**Exercise instructions:** Exactly how many lines in this data contain the word "strokeStyle"? Only the number should be given.
───── Material for the task
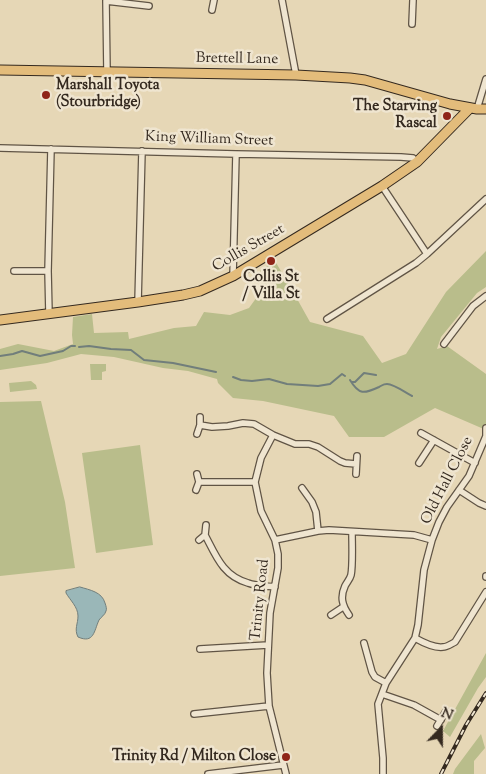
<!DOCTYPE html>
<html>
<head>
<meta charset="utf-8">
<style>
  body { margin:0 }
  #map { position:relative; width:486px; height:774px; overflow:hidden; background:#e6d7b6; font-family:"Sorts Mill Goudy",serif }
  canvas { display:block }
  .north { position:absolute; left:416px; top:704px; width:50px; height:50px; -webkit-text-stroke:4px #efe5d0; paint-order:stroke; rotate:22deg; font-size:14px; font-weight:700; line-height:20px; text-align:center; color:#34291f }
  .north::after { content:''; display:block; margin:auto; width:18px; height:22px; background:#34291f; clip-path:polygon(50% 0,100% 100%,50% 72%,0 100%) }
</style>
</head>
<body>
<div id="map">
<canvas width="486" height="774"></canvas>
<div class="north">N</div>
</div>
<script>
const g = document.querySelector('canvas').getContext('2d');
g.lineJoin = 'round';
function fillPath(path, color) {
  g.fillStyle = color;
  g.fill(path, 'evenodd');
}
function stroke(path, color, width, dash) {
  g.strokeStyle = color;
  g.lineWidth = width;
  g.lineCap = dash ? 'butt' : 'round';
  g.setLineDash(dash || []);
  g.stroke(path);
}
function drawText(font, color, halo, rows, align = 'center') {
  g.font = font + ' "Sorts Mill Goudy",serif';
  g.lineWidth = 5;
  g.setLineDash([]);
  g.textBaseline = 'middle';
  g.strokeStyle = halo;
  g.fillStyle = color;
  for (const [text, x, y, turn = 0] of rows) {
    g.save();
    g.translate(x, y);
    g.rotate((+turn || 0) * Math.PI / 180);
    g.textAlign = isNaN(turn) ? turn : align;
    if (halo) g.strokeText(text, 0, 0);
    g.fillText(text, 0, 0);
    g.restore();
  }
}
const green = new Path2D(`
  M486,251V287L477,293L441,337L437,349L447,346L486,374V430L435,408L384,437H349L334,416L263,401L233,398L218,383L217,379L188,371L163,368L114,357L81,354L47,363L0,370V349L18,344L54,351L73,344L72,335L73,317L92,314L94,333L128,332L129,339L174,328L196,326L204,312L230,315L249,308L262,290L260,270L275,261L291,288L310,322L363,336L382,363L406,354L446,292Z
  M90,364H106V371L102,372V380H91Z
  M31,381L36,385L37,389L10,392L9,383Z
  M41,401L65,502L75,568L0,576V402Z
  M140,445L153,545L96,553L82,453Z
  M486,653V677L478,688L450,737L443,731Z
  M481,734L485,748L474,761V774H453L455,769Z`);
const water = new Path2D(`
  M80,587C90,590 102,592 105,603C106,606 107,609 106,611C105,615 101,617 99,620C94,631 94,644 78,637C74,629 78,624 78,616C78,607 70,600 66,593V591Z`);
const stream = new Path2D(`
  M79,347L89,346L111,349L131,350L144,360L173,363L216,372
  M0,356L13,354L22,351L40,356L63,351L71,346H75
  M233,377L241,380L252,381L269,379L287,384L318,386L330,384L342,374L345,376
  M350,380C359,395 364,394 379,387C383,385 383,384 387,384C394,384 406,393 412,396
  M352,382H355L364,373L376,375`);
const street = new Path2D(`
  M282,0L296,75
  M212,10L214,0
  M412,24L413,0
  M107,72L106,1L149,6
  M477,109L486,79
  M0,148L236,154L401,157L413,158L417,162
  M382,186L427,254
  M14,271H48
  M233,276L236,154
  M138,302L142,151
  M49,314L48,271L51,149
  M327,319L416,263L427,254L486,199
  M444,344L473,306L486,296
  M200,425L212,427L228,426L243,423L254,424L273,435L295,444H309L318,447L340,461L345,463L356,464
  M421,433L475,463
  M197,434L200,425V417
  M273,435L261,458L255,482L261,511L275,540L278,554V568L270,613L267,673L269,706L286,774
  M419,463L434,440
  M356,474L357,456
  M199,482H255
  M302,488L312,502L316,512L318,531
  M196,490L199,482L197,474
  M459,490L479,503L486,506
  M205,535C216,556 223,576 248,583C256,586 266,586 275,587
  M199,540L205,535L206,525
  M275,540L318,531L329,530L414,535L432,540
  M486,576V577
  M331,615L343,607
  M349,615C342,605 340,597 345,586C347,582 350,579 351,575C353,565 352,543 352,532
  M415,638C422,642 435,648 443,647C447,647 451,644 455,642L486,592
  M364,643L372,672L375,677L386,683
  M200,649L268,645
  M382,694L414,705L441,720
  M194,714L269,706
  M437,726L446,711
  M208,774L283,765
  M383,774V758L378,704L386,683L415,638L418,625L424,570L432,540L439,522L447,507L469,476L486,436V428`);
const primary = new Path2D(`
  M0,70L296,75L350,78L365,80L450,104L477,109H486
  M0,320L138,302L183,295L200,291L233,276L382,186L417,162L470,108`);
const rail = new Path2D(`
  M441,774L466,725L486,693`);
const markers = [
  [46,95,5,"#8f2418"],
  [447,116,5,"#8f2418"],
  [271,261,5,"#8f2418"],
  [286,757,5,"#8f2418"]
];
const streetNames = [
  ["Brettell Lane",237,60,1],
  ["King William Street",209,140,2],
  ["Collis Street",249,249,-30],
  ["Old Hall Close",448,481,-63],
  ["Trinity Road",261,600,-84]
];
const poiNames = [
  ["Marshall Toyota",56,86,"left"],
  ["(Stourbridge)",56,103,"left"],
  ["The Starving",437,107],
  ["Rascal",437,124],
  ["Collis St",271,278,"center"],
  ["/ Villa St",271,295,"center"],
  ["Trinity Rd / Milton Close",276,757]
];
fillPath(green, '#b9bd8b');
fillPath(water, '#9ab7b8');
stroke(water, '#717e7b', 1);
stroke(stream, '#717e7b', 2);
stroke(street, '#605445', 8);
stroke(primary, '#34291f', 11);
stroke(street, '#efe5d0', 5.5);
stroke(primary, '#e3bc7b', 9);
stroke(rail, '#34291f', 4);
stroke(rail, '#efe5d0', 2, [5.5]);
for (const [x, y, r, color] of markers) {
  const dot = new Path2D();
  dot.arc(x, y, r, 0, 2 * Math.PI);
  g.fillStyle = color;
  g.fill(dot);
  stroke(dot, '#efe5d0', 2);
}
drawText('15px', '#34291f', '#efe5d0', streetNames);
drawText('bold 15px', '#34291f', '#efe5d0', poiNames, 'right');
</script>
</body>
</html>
──────────
**Reply to the task:** 2